L’Italia rischia di più? Quali sono le nostre fragilità?

"L’Italia ha vissuto a lungo una situazione di relativa tranquillità poiché due punti di debolezza si sono trasformati paradossalmente in un punto di forza. Parlo del fatto di avere un tessuto di aziende medio-piccole a conduzione familiare e il ritardo nell’adottare i processi di digitalizzazione. Ora però si sta profilando una sorta di “tempesta perfetta”, anche in coincidenza della guerra in Ucraina, in quanto anche le aziende più piccole diventano oggetto di attacchi e i ransomware si sono moltiplicati negli anni. Molte di queste aziende dovrebbero assumere un consulente di cybersecurity, ma non tutte possono permetterselo. In realtà sono gli interi processi aziendali e l’intera struttura che dovrebbe cambiare il più delle volte, ma non è semplice".

Come si struttura oggi il Cybercrime?

"Il cybercrime è ormai una vera e propria industria che opera spesso globalmente e si avvale di infrastrutture per portare attacchi che possono essere anche noleggiate per un preciso scopo, così come avviene per altri processi di sharing". 

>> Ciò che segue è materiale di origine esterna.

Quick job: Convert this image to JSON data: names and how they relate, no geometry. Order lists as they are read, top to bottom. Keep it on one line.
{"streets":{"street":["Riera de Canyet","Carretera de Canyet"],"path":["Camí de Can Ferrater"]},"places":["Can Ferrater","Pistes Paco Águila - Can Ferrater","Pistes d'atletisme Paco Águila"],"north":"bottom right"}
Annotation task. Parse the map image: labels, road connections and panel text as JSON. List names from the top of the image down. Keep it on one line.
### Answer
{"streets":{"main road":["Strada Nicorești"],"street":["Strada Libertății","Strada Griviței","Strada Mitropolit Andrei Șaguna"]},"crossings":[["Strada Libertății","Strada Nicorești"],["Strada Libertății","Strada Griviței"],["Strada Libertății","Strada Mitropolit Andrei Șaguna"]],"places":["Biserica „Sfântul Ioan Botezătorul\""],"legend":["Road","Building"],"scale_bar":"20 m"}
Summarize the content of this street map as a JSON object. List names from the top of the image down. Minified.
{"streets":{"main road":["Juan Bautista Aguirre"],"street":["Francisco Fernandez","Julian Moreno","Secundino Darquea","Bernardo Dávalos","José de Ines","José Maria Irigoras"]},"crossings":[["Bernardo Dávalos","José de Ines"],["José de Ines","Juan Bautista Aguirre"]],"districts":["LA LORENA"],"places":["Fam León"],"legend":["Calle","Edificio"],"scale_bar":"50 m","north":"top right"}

Ci sono stati che si addestrano alla guerra digitale?

"Tutti gli Stati fanno attività di spionaggio informatico, non solo Cina o Russia, si pensi alla vicenda della NSA negli Stati Uniti. Quello che differenzia l’Occidente da questi stati è il grado di tolleranza che viene dato al cybercrime. Cina e Russia solitamente non controllano queste attività e lasciano fare, a meno che non vengano colpiti direttamente i loro sistemi e le loro infrastrutture".

Cosa ci insegna la vicenda di TikTok?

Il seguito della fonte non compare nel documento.